Bug #91029
openValidation fails if nested properties of same type are present
0%
Description
I recently stumbled upon an issue regarding the validation process and after some debugging I was able to track down the problem to be exactly the same problem that has already been fixed years ago in the FLOW framework:
https://forge.typo3.org/issues/50585
Long story short:
The validate() methods in- TYPO3\CMS\Extbase\Validation\Validator\AbstractValidator
- TYPO3\CMS\Extbase\Validation\Validator\CollectionValidator
- TYPO3\CMS\Extbase\Validation\Validator\GenericObjectValidator
will override $this->result every time they are called not preserving previous error results that might eventually already exist.
In the FLOW framework this is being handled by pushing the previous error result on a stack before the isValid() method is being processed and then popped backed out again afterwards.
See here as an example:
https://github.com/neos/flow/blob/master/Classes/Validation/Validator/AbstractValidator.php#L150
It also looks like this problem still exists in TYPO3 10.x as the validators mentioned above still look the same as in TYPO3 9.5
Updated by Alexander Schnitzler almost 5 years ago
Is this possibly the same issue as mentioned here? https://forge.typo3.org/issues/89971
Updated by Georg Ringer almost 5 years ago
- Related to Bug #89971: Extbase validation broken since merge of "58833: [BUGFIX] Keep existing validation errors for recursive domain relations" added
Updated by Bastian Stargazer about 4 years ago
We run into this issue in v10.4.12 ... not 100% sure if it is the same one, but it sounds like it.

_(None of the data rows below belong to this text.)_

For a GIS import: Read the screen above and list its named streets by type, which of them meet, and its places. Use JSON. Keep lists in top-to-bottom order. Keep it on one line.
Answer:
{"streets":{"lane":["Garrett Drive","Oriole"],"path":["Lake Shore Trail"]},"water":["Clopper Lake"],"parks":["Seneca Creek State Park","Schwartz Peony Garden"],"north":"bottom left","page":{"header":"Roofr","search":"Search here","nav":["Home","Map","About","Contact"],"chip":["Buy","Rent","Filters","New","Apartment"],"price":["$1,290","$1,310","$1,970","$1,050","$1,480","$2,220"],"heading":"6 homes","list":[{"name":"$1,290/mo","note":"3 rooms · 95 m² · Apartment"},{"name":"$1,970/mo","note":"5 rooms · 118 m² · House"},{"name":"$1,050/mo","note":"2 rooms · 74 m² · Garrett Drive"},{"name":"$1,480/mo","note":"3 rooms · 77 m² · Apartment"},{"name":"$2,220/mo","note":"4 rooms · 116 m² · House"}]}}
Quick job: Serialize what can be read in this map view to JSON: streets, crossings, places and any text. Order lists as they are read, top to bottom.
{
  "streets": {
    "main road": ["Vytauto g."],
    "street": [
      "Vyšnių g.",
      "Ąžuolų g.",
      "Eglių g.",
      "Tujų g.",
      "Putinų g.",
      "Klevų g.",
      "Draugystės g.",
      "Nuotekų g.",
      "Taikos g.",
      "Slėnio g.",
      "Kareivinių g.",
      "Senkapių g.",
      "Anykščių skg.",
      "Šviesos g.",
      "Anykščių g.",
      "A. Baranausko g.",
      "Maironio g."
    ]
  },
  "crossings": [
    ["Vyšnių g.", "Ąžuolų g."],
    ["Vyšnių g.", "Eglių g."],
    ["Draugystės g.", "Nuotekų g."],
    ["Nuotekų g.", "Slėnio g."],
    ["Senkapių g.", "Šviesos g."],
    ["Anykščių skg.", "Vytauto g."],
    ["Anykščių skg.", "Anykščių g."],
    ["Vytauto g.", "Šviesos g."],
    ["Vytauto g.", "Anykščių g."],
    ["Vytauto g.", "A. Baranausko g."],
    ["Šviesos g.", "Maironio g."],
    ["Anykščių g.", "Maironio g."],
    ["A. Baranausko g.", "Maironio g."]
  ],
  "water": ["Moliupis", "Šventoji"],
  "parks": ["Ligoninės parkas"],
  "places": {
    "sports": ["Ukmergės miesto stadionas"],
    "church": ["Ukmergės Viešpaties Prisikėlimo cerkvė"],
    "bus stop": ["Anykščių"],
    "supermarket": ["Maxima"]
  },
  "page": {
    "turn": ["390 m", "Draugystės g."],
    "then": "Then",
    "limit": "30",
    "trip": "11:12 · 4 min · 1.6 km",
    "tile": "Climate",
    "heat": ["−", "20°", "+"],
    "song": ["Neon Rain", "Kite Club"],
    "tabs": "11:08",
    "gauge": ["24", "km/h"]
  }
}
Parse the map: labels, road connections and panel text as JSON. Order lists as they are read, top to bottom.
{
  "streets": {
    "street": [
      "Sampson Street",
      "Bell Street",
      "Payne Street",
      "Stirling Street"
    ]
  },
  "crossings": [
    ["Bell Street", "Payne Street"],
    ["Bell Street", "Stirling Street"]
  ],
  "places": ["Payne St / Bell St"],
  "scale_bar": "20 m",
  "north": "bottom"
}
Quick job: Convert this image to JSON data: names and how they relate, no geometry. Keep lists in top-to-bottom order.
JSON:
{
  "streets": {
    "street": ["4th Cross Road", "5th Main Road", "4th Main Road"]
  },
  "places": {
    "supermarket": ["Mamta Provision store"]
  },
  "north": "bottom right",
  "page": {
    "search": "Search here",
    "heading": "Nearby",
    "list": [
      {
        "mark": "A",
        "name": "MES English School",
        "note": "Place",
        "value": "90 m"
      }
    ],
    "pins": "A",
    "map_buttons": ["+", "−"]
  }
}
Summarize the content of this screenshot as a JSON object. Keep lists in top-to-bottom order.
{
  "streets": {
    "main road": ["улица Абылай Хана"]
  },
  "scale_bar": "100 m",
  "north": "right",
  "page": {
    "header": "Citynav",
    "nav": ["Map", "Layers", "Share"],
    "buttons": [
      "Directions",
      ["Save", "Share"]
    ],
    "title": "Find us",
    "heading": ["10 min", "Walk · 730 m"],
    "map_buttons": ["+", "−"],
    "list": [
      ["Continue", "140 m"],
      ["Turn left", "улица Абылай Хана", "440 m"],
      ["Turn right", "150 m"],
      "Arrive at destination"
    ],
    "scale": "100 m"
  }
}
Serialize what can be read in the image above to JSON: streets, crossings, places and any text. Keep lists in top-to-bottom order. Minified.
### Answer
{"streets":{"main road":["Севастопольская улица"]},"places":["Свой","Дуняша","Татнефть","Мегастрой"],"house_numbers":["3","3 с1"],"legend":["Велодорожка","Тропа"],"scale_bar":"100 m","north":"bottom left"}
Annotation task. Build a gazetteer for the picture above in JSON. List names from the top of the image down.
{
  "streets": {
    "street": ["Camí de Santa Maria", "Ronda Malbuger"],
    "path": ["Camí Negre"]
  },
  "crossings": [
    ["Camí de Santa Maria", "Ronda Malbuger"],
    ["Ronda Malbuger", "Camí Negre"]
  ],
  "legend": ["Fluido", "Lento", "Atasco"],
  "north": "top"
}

Was very hard to tackle it down!
The setup is the following: An Order-Entity should be validated with a custom OrderValidator. But it is never called, because the validation loop is exited "too early". The reason might lay in a circular (weak) dependency in our case:
Order => belongs to a User
User => has several Subscriptions
Subscription => might has an Order (if it was booked) or not (if the subscription was manually added through the BE)
So, if the validation starts with the Order object (starting with the GenericObjectValidator first), it goes down the nested properties (Order => User => Subscription => Order(?)) and might validates the empty or not-existing Order object of the Subscription as "valid". Later in the process it seems that the validation-loop is exited before the second validator (custom OrderValidator) has the chance to run.
No exception is thrown, no message is given, because for the GenericObjectValidator everything is valid and the OrderValidator did not run.